Stored data entries -
[Start of Attachment]
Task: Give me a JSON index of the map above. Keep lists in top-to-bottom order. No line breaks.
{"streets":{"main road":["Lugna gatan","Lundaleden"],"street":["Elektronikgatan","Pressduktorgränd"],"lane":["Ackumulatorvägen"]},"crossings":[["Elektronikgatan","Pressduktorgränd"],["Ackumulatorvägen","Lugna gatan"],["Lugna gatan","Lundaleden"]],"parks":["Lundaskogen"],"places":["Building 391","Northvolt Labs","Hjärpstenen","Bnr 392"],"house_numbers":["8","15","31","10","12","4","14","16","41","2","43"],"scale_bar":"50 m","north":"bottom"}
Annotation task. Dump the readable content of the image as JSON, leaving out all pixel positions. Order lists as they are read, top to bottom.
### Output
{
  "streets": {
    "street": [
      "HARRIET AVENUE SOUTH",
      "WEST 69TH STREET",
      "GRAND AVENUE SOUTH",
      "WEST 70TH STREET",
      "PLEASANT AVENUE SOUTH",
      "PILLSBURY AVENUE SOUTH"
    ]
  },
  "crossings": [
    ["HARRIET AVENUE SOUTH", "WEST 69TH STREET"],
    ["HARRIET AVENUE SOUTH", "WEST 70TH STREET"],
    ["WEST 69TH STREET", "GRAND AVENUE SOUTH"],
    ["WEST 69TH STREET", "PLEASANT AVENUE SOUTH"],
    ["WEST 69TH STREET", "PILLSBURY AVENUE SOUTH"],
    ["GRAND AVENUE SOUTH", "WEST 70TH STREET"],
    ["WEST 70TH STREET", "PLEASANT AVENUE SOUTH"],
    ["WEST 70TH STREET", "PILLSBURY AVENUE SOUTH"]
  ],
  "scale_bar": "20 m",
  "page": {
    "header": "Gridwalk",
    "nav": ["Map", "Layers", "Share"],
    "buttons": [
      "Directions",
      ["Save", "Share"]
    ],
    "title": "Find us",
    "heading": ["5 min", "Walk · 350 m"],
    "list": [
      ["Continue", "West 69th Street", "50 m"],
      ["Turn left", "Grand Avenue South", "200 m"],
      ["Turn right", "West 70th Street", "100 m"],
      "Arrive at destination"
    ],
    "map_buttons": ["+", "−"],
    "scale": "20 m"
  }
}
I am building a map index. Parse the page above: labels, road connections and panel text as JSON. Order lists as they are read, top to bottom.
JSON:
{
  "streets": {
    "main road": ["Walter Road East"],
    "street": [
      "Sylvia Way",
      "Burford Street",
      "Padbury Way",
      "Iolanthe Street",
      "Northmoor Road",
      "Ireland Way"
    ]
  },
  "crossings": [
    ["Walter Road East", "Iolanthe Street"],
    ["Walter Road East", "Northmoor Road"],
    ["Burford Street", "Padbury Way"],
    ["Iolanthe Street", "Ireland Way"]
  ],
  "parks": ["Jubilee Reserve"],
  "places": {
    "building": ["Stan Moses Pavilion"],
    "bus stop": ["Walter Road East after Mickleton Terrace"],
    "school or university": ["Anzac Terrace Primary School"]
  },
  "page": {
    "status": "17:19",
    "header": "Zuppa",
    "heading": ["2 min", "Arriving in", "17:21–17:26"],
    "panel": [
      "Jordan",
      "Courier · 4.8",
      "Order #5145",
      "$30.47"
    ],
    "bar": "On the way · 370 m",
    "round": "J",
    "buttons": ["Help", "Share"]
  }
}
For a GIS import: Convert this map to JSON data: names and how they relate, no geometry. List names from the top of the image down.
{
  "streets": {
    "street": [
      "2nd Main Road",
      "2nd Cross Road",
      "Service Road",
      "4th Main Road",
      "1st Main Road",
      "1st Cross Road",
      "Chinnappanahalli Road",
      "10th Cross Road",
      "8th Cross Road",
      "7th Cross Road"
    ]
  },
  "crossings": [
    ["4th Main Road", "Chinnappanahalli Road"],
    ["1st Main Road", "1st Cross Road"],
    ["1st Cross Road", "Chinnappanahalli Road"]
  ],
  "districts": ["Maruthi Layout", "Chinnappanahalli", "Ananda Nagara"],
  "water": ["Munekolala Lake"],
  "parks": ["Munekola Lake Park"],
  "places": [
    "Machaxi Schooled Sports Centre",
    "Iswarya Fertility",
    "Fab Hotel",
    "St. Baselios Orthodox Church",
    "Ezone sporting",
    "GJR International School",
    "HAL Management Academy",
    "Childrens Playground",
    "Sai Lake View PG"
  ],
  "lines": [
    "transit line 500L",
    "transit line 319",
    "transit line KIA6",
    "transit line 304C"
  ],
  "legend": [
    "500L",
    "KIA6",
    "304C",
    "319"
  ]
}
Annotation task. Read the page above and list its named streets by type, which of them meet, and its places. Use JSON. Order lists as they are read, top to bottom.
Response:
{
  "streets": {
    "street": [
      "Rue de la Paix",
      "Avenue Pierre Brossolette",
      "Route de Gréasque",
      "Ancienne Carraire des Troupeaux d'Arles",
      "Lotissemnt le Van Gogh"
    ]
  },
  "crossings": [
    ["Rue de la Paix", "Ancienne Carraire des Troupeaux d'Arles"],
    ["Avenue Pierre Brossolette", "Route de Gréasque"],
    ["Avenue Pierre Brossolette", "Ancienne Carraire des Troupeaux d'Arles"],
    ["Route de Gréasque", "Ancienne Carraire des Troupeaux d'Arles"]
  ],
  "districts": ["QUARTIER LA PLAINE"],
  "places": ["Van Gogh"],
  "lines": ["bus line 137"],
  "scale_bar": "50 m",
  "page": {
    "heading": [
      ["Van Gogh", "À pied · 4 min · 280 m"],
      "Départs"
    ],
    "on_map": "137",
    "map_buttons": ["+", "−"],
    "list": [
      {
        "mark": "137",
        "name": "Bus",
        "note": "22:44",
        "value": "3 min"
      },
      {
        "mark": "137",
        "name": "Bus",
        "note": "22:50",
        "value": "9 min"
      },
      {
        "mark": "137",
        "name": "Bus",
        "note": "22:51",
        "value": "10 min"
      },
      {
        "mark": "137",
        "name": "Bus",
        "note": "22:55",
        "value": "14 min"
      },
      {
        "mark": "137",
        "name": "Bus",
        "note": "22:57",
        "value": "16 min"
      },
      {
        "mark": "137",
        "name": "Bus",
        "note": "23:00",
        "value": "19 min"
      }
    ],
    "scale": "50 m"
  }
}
[End of Attachment]
Line by line, check the data above for the word "transit" and state how many lines contain it. Give only the number.

4